I had the same problem understanding it. It seems that the output score vector will be the same for all C terms. But the difference in error with each one-hot represented vectors will be different. Thus the error vectors are used in back-propagation to update the weights.
Please correct me, if I'm wrong.
source : https://iksinc.wordpress.com/tag/skip-gram-model/
Any code that iterates over 2*k
target words, or 2*k
context words, to create a total of 2*k
(context-word)->(target-word) pairs for training, is "skip-gram". Some of the diagrams or notation in the original paper may give the impression skip-gram is using multiple context words at once, or predicting multiple target words at once, but in fact it's always just a 1-to-1 training pair, involving pairs-of-words in the same (window
-sized) neighborhood.
(Only CBOW, which actually sums/averages multiple context words together, truly uses a combined range of ( w^(i-k)), ..., w^(i+k) )
words as a single NN-training example.)
If I recall correctly, the original word2vec paper described skip-gram in one way, but then at some point for CPU cache efficiency the Google-released word2vec.c code looped over the text in the opposite way – which has sometimes caused confusion for people reading that code, or other code modeled on it.
But whether you view skip-gram as predicting a central target word from individual nearby context words, or as predicting surrounding individual target words from a central context word, in the end each original text sample results in the exact same set of desired (context-word)->(target-word) predictions – just in a slightly different training order.

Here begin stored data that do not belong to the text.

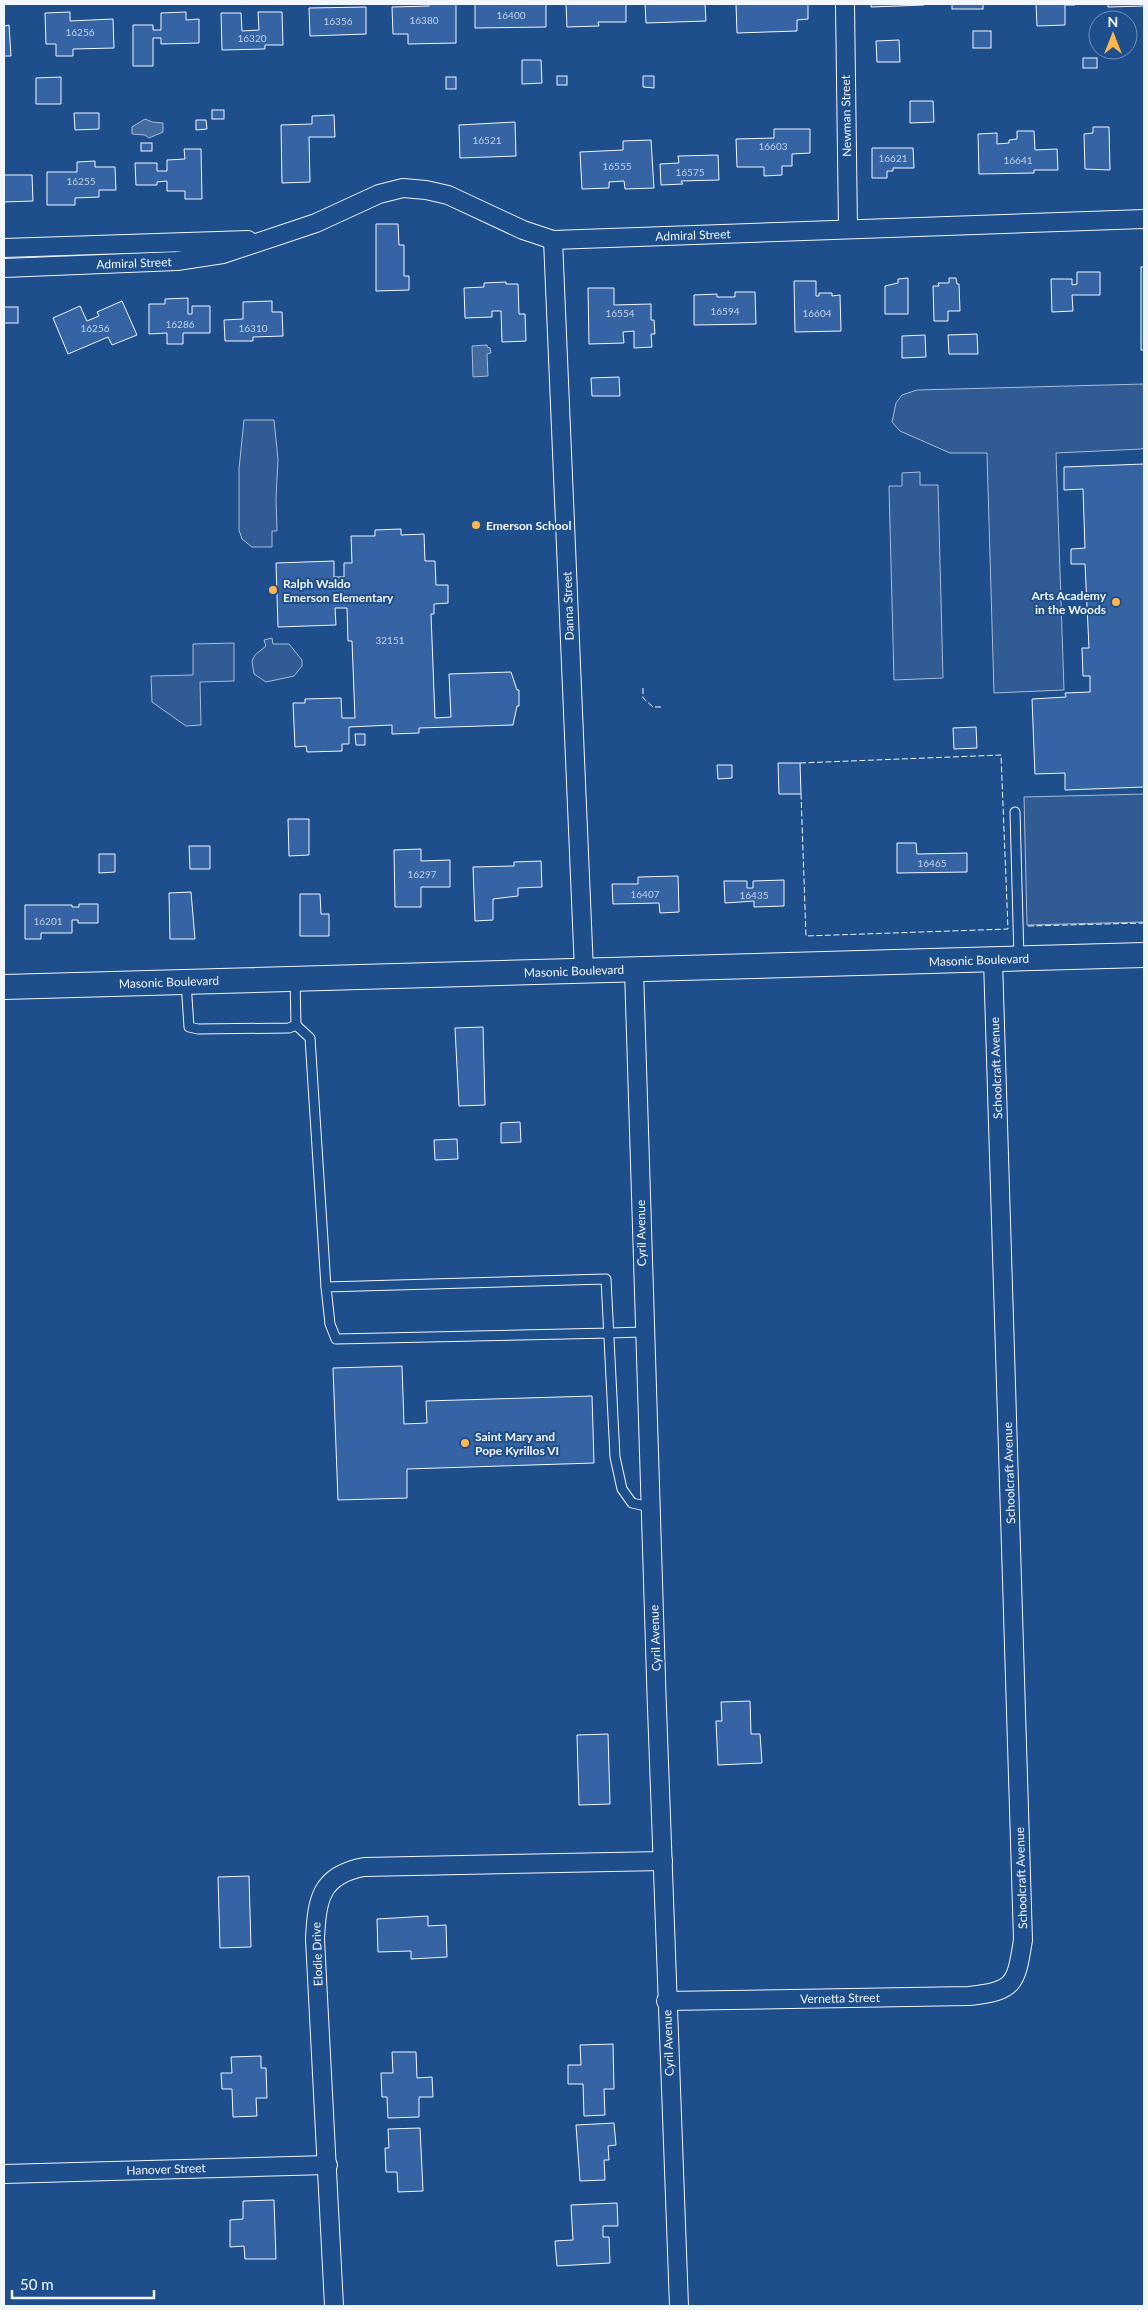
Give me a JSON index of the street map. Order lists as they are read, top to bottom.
{
  "streets": {
    "street": [
      "Newman Street",
      "Admiral Street",
      "Danna Street",
      "Masonic Boulevard",
      "Schoolcraft Avenue",
      "Cyril Avenue",
      "Elodie Drive",
      "Vernetta Street",
      "Hanover Street"
    ]
  },
  "crossings": [
    ["Newman Street", "Admiral Street"],
    ["Admiral Street", "Danna Street"],
    ["Danna Street", "Masonic Boulevard"],
    ["Masonic Boulevard", "Schoolcraft Avenue"],
    ["Masonic Boulevard", "Cyril Avenue"],
    ["Schoolcraft Avenue", "Vernetta Street"],
    ["Cyril Avenue", "Elodie Drive"],
    ["Cyril Avenue", "Vernetta Street"],
    ["Elodie Drive", "Hanover Street"]
  ],
  "places": [
    "Emerson School",
    "Ralph Waldo Emerson Elementary",
    "Arts Academy in the Woods",
    "Saint Mary and Pope Kyrillos VI"
  ],
  "house_numbers": [
    "16400",
    "16380",
    "16356",
    "16256",
    "16320",
    "16521",
    "16603",
    "16621",
    "16641",
    "16555",
    "16575",
    "16255",
    "16594",
    "16554",
    "16604",
    "16286",
    "16256",
    "16310",
    "32151",
    "16465",
    "16297",
    "16407",
    "16435",
    "16201"
  ],
  "scale_bar": "50 m",
  "north": "top"
}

Each ordering is reasonably called 'skip-gram' and winds up with similar results, at the end of bulk training.
Best Answer
Some basic concepts are valid through years :) and are used in many solutions and naturally contributing to naming of these solutions...
N-gram is a basic concept of a (sub)sequnece of consecutive words taken out of a given sequence (e.g. sentence).
k-skip-n-gram is a generalization where 'consecutive' is dropped. It is 'just' subsequence of the original sequence, e.g. every other word of the sentence is 2-skip-n-gram.
word2vec is more complicated beast, the buzzword :) here is 'embeddings', here is the original paper https://arxiv.org/pdf/1301.3781.pdf. It uses the concept of consequtive words and 'skip' and 'gram' made its way to the name of the algorithm. BTW there are two alternative ones used by word2vec solution: skip-gram and CBOW.